Data items:
◇ ◇ ◇ ◇

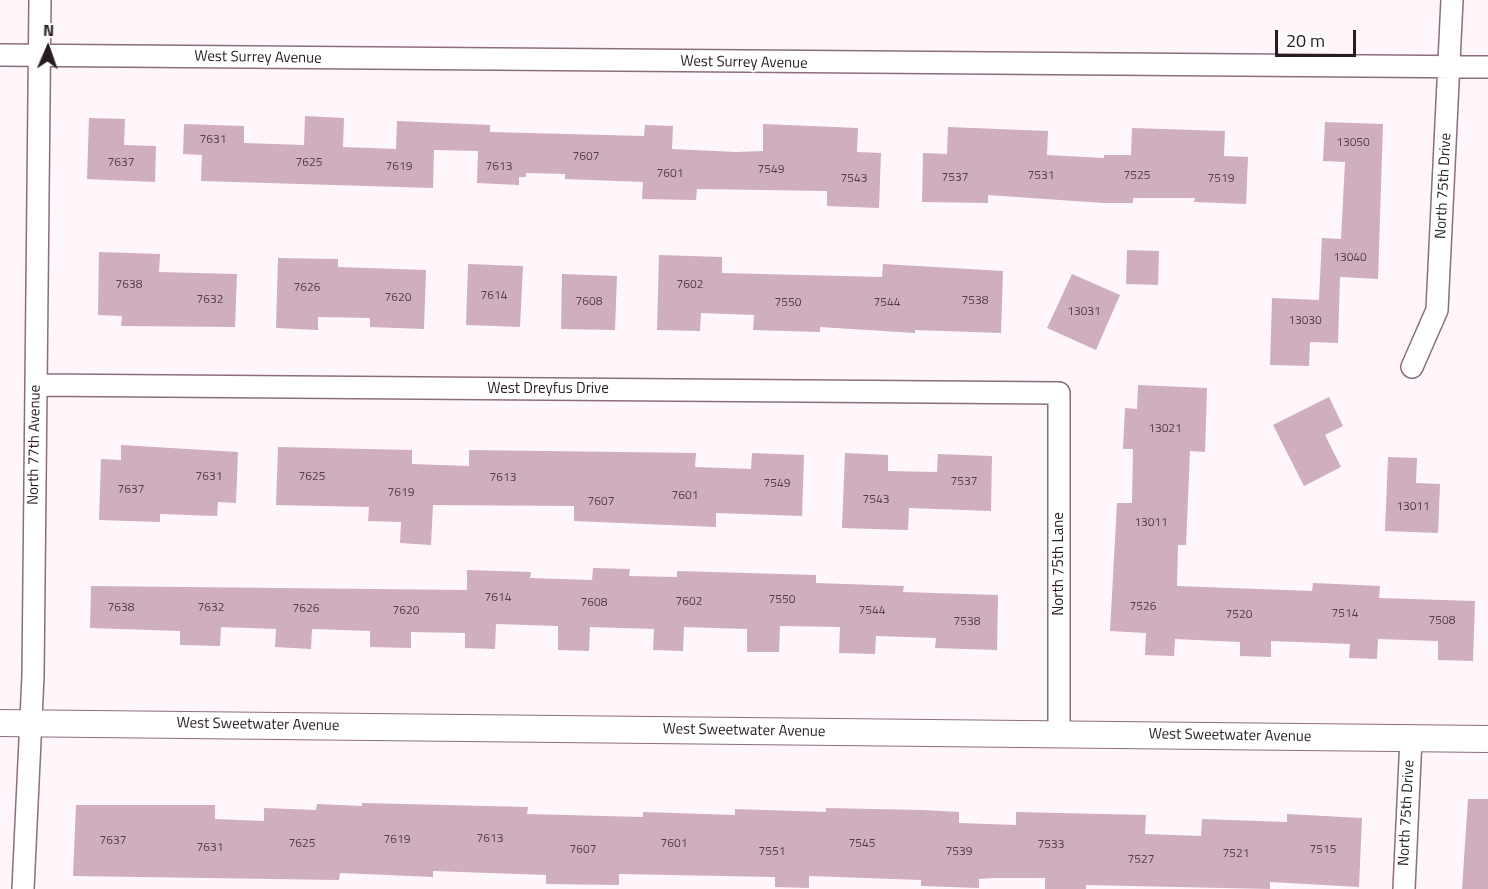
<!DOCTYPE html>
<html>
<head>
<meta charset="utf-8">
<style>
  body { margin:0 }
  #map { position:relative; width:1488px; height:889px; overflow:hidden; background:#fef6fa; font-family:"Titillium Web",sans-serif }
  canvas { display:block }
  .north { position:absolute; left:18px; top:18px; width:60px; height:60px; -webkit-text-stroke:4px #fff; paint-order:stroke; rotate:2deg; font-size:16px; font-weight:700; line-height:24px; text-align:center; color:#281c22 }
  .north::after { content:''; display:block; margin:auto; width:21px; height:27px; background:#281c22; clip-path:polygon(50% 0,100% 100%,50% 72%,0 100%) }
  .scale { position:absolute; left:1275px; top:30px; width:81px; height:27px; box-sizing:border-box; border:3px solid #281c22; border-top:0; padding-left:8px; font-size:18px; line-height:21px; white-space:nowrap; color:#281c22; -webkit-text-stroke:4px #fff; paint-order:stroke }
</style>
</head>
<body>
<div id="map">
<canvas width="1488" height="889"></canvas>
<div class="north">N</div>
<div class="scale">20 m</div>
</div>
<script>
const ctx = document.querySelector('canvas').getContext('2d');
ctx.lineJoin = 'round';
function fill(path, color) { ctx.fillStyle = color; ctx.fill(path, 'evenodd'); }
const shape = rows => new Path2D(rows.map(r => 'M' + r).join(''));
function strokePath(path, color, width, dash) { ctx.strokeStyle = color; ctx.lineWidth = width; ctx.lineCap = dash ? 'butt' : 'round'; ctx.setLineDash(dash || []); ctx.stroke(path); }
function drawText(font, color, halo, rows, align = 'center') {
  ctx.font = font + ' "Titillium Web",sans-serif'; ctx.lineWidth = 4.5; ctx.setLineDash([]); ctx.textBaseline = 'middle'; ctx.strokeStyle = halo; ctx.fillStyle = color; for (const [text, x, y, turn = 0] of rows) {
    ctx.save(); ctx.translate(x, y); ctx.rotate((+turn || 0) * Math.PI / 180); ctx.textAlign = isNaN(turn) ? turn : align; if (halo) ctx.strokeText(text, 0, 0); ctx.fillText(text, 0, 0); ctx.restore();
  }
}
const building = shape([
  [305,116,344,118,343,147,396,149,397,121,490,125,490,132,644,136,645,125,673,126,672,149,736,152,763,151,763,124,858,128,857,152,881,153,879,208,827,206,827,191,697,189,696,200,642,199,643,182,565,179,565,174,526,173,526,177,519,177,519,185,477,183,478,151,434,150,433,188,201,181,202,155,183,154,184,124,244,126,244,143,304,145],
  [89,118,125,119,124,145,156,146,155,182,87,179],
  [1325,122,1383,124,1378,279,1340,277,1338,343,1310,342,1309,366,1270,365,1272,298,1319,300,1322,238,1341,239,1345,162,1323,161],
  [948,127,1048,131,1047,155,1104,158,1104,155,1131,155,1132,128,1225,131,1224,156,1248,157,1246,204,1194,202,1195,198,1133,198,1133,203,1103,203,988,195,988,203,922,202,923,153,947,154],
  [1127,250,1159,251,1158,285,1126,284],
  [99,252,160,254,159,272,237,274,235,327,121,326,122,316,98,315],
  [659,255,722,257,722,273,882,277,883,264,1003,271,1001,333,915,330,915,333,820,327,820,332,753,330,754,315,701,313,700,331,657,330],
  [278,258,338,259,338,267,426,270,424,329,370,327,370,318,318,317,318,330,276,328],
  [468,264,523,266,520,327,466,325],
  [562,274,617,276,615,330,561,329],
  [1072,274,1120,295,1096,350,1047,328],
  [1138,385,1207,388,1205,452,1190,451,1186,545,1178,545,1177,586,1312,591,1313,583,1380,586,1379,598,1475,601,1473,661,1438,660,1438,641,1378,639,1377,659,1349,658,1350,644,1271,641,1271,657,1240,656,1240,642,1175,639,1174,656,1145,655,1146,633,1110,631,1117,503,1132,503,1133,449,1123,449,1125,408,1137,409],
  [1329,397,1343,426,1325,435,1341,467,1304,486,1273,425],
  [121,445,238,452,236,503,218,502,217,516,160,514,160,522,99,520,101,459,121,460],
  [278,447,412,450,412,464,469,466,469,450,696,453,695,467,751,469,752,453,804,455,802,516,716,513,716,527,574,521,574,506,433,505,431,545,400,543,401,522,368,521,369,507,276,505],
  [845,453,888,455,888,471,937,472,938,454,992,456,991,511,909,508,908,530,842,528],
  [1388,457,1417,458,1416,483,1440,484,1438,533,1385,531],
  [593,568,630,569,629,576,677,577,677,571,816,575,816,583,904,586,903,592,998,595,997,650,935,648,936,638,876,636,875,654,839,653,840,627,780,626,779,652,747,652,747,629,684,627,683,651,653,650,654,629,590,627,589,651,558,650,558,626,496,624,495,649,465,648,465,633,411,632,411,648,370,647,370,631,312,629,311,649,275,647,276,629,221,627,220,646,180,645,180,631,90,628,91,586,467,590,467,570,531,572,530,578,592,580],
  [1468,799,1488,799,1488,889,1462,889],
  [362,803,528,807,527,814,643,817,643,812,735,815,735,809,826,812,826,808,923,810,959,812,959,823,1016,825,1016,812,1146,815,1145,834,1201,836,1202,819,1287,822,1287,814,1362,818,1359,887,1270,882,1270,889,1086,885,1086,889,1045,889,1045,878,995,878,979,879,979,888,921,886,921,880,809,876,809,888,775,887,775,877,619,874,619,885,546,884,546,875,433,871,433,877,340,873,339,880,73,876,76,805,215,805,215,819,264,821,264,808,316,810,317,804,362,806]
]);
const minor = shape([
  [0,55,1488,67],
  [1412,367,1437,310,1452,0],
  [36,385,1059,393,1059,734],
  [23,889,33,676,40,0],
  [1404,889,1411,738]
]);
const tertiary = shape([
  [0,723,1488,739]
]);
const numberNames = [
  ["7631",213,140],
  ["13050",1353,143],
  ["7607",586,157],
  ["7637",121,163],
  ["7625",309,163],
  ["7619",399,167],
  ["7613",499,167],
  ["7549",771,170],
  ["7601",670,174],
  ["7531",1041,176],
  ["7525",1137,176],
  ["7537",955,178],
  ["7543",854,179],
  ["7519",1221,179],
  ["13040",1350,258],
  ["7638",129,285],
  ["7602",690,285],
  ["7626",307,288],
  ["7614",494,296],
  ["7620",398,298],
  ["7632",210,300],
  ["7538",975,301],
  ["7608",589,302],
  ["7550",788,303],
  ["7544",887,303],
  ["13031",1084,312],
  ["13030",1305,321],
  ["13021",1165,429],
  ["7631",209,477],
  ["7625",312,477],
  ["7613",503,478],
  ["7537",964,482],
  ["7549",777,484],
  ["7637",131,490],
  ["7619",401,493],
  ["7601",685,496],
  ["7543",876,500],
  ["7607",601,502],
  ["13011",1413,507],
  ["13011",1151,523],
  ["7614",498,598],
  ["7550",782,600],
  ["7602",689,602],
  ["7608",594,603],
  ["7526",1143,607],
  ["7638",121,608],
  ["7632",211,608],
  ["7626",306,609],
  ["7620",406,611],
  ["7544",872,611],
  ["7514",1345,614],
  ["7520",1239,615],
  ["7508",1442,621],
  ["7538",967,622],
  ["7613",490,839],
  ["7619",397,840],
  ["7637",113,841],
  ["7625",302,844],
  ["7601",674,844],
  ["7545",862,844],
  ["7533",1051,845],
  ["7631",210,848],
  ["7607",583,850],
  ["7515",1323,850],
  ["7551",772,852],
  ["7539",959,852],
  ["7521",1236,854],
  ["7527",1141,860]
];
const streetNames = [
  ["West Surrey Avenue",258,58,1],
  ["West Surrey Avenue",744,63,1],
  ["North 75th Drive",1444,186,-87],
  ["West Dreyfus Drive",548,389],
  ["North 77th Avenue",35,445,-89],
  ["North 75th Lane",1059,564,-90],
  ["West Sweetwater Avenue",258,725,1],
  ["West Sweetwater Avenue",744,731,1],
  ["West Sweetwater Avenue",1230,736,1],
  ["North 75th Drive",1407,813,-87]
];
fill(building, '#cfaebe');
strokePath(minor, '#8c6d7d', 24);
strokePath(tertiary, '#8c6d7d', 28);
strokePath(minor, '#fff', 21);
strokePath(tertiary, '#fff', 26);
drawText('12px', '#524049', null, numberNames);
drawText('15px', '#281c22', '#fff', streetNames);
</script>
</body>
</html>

◇ ◇ ◇ ◇

— Task directions —
Search the entries above for the word "canvas" and copy each line where it appears.

— Answer for this exercise —
  canvas { display:block }
<canvas width="1488" height="889"></canvas>
const ctx = document.querySelector('canvas').getContext('2d');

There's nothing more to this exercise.